WHAT IS EXPECTED:
Lines in the listing below containing the string "setLineDash" are to be identified and copied.

ENTRIES SUPPLIED:

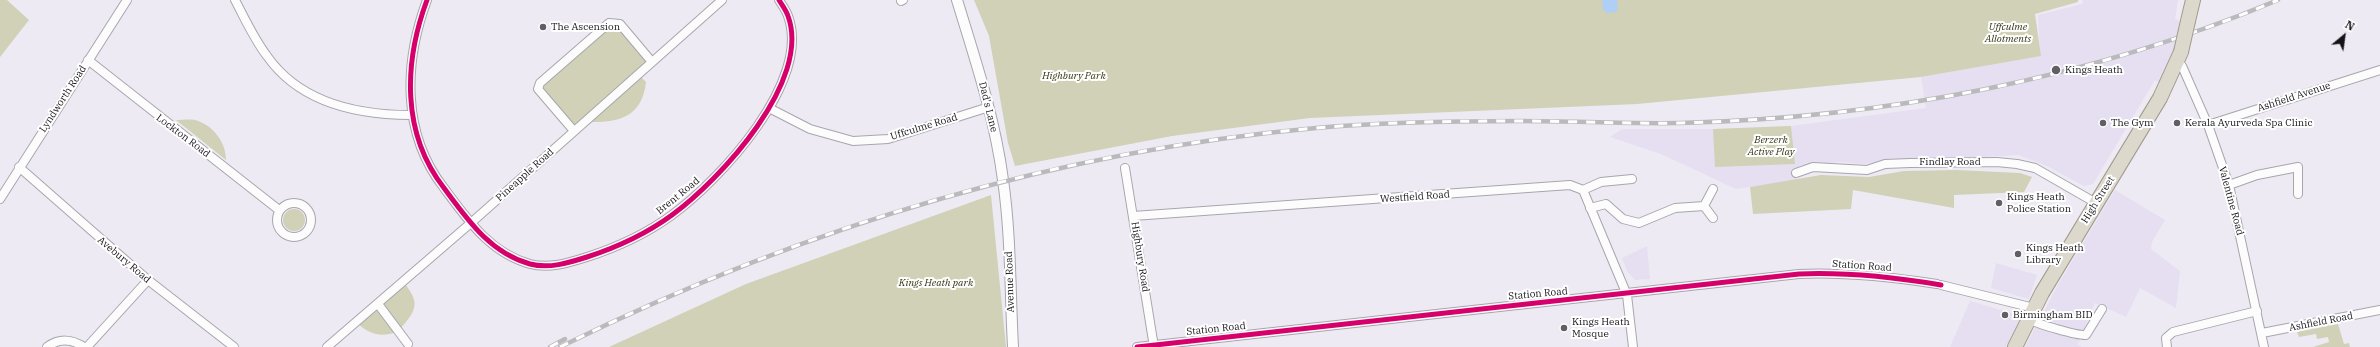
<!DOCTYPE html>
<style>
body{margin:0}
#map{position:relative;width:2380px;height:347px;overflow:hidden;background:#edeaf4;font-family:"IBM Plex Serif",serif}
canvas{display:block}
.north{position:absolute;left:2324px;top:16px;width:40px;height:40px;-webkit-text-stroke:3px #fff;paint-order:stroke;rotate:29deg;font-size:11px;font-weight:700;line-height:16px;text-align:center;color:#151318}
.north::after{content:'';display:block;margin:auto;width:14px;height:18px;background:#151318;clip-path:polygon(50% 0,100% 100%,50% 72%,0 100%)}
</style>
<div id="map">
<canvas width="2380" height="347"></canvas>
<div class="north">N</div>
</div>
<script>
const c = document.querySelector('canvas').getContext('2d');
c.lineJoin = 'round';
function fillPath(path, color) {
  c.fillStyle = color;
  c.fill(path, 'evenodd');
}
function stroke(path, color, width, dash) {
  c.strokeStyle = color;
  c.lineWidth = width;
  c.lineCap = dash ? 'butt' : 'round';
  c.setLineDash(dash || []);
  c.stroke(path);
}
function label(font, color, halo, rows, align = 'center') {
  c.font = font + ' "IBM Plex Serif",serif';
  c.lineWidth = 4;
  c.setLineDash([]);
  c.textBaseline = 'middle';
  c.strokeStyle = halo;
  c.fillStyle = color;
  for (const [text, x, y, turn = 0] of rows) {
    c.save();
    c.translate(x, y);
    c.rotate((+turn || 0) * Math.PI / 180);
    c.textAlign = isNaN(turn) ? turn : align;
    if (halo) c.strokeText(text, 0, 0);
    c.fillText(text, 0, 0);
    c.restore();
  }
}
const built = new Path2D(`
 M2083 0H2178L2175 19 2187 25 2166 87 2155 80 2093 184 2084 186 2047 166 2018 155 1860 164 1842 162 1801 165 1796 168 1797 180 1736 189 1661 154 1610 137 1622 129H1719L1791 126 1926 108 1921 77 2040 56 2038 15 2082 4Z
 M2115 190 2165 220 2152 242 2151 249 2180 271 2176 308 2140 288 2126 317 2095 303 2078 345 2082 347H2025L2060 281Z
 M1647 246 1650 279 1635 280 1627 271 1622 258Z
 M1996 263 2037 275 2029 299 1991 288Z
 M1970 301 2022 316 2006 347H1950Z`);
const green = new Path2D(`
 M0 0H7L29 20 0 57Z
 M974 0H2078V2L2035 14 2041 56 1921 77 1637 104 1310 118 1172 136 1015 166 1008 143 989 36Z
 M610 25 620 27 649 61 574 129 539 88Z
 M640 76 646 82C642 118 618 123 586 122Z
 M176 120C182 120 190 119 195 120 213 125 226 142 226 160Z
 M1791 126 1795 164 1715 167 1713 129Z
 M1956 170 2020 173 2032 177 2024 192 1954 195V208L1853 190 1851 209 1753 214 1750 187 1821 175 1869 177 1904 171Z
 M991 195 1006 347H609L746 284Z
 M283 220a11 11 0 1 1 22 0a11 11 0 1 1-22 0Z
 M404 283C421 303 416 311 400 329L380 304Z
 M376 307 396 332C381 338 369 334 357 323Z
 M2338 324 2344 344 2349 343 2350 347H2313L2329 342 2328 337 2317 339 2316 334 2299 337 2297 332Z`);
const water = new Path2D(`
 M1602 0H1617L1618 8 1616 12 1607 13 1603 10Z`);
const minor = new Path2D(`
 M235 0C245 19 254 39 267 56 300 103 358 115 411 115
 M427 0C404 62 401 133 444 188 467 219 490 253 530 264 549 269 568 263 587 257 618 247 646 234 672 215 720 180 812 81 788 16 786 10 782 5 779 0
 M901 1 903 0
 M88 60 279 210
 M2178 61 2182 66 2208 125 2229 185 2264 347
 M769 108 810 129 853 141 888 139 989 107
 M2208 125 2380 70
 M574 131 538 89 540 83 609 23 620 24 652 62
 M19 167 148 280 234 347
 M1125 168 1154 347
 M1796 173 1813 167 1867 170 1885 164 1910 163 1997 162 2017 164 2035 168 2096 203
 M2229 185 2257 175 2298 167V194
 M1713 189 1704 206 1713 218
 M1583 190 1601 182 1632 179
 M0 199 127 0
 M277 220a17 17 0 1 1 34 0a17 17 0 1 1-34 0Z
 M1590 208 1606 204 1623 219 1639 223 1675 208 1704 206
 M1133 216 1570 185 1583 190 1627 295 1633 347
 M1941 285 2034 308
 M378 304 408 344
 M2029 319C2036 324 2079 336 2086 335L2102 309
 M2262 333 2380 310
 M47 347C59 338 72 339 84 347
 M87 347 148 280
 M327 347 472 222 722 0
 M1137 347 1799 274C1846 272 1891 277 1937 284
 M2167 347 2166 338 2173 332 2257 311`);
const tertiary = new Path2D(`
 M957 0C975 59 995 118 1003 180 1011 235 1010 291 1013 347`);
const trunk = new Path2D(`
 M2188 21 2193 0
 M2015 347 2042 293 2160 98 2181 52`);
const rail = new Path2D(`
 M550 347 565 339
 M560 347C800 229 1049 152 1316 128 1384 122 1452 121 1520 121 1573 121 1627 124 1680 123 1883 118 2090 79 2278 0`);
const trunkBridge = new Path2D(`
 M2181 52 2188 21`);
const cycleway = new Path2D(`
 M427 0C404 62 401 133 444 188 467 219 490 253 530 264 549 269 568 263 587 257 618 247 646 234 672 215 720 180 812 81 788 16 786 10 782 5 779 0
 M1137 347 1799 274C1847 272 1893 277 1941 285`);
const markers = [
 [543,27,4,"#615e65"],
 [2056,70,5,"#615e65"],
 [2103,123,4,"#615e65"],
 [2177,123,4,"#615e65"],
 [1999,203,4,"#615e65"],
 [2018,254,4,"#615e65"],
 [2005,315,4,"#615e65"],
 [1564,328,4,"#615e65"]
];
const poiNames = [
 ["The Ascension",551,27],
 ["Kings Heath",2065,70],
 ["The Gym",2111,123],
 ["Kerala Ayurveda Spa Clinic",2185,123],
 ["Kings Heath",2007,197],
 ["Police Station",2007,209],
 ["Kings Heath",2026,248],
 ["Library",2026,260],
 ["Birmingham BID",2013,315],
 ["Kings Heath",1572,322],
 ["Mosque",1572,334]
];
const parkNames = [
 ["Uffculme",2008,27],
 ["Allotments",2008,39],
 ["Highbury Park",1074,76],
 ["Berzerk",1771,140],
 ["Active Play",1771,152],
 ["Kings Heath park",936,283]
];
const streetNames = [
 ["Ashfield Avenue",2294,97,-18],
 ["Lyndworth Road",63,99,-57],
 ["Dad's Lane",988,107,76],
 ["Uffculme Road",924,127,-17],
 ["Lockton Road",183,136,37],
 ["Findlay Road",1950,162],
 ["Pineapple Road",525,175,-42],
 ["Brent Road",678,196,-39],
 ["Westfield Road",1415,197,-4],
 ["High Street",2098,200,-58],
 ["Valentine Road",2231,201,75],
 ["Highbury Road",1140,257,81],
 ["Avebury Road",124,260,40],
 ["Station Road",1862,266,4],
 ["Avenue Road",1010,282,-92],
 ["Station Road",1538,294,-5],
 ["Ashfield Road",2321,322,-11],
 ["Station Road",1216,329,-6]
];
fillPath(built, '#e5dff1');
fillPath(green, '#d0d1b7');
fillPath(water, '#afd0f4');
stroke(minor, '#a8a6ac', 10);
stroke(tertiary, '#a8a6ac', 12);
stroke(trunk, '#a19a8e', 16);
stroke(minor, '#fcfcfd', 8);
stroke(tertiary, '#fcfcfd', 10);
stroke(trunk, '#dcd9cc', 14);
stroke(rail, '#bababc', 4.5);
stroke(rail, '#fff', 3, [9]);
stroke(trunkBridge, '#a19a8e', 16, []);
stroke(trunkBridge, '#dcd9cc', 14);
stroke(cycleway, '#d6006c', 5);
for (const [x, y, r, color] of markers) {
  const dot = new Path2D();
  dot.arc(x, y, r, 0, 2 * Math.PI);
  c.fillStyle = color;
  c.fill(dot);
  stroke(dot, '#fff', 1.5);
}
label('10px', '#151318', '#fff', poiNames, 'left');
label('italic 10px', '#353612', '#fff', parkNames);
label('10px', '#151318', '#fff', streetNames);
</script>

--

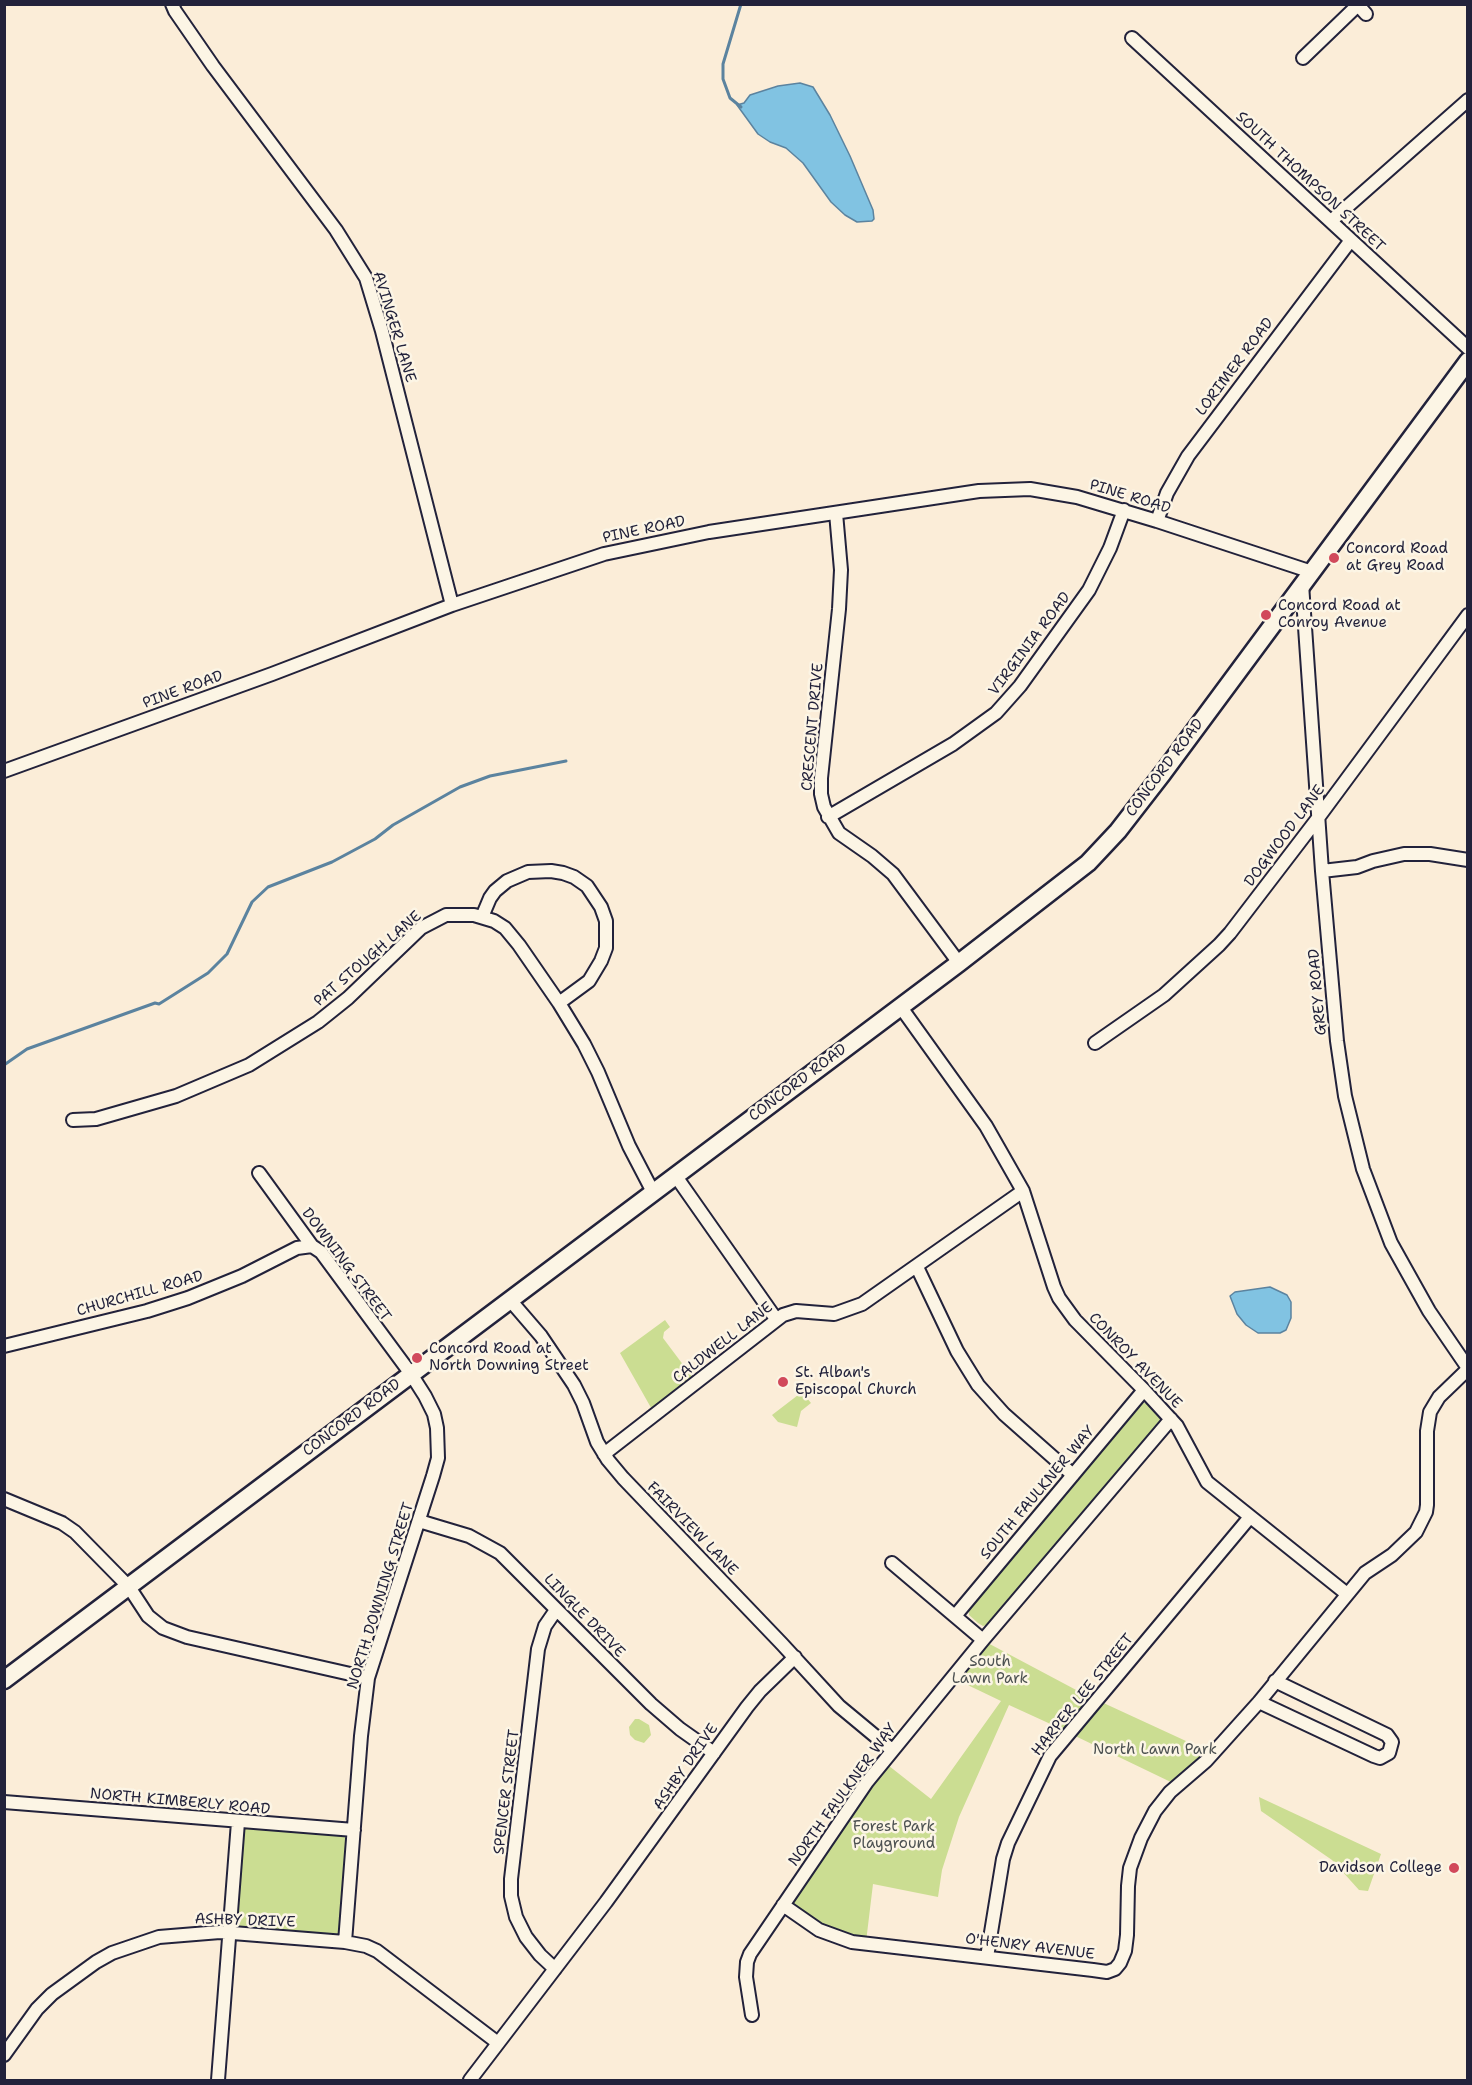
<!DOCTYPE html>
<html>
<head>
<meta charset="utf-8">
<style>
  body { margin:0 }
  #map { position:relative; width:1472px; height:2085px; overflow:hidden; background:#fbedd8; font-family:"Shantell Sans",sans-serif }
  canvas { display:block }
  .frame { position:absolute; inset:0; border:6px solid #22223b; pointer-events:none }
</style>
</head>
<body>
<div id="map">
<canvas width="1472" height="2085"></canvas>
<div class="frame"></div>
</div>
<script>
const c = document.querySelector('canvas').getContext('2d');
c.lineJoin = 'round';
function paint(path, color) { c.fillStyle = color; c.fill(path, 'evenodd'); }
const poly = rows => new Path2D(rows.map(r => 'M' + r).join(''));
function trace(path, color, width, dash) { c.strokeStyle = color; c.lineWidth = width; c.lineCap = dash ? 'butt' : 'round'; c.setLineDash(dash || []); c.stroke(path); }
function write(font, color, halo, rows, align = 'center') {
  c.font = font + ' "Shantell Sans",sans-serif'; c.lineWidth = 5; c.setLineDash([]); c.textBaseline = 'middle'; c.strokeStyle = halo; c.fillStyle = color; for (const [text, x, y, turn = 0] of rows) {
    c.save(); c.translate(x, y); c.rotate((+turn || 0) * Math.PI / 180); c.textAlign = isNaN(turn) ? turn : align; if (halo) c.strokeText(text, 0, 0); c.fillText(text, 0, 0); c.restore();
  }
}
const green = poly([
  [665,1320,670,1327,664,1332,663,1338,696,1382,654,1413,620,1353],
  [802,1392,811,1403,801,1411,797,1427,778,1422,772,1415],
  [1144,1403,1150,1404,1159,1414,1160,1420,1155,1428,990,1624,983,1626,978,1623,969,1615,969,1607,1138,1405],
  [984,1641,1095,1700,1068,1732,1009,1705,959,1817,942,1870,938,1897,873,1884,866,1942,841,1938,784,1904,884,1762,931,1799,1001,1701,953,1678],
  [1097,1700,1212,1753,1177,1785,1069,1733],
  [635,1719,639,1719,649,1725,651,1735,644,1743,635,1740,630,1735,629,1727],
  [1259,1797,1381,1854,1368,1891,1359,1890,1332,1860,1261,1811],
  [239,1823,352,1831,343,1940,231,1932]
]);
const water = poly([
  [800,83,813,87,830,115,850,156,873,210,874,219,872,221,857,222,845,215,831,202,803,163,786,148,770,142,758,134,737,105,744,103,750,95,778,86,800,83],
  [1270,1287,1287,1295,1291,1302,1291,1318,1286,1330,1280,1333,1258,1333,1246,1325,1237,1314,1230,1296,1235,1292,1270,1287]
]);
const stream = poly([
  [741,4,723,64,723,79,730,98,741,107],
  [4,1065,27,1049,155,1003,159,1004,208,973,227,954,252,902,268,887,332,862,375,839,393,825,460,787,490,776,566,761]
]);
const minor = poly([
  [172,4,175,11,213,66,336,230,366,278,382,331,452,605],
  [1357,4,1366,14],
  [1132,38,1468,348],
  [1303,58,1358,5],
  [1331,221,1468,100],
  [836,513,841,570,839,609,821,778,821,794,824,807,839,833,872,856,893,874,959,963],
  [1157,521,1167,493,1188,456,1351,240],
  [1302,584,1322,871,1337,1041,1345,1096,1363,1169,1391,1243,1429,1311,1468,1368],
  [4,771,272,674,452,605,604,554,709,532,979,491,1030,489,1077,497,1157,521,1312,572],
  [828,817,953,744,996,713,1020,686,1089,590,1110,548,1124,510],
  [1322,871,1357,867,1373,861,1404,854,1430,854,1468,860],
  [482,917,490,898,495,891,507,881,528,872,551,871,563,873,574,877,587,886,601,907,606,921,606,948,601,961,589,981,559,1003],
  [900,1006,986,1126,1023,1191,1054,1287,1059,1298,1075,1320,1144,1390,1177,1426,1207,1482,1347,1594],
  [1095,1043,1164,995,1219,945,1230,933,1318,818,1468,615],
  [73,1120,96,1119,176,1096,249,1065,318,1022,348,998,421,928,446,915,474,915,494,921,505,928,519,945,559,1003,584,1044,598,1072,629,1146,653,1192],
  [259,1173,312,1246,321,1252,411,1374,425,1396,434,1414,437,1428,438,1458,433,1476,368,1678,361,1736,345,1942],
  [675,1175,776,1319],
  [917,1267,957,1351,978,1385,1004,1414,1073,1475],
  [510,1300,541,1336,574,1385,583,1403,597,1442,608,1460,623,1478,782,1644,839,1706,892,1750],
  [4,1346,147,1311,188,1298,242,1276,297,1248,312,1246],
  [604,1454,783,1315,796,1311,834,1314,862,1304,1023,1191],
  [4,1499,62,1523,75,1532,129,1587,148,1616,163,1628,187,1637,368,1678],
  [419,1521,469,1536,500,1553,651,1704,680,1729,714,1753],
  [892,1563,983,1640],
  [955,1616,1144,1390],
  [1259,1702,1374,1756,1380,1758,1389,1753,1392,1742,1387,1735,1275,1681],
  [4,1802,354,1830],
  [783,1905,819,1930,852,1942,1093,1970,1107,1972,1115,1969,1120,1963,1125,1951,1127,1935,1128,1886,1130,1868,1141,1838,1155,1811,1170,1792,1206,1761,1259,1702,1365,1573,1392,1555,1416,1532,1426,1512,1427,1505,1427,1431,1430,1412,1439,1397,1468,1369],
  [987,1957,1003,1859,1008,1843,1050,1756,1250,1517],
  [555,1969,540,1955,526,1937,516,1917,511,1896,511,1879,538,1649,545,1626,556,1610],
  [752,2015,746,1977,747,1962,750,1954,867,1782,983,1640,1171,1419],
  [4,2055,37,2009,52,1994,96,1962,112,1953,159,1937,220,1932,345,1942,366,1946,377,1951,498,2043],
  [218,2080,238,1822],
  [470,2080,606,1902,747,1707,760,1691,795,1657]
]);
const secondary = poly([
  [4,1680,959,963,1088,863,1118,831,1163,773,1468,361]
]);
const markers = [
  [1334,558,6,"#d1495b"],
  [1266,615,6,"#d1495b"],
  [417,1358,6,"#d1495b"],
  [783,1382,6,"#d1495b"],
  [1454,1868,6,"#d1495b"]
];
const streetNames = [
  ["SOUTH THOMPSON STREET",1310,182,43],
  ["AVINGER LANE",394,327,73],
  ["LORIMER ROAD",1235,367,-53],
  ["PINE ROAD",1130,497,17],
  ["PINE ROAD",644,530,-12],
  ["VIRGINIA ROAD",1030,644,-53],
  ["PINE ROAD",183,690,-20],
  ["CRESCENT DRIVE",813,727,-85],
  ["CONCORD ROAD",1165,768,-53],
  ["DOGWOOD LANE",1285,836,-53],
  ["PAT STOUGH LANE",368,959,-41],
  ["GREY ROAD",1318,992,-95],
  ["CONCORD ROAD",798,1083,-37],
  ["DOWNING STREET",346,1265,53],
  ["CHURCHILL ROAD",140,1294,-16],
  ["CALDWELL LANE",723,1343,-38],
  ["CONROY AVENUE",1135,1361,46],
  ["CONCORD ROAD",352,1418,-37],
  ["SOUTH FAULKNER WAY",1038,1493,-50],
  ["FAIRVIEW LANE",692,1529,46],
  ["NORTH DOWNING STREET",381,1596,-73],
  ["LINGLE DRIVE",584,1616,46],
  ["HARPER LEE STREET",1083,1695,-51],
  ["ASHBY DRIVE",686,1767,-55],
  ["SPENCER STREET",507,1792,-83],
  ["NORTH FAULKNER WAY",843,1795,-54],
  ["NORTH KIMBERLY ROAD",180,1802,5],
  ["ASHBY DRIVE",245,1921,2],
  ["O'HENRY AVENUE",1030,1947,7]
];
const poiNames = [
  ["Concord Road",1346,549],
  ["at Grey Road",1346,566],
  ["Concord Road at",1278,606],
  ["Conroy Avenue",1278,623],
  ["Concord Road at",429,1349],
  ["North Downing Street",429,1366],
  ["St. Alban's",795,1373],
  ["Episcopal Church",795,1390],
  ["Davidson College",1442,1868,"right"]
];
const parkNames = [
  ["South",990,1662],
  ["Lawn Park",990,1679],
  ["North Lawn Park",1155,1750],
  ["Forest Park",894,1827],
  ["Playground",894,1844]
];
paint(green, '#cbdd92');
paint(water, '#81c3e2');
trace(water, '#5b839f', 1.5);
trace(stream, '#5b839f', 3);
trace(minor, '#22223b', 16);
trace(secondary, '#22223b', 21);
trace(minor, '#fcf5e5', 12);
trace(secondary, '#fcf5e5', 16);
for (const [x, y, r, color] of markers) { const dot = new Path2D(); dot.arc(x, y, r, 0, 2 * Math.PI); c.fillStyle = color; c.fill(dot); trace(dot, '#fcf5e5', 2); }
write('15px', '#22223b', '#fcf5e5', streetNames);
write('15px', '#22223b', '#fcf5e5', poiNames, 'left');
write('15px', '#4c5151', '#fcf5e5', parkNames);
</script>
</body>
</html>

EXERCISE RESULT:
  c.setLineDash(dash || []);
  c.setLineDash([]);
function trace(path, color, width, dash) { c.strokeStyle = color; c.lineWidth = width; c.lineCap = dash ? 'butt' : 'round'; c.setLineDash(dash || []); c.stroke(path); }
  c.font = font + ' "Shantell Sans",sans-serif'; c.lineWidth = 5; c.setLineDash([]); c.textBaseline = 'middle'; c.strokeStyle = halo; c.fillStyle = color; for (const [text, x, y, turn = 0] of rows) {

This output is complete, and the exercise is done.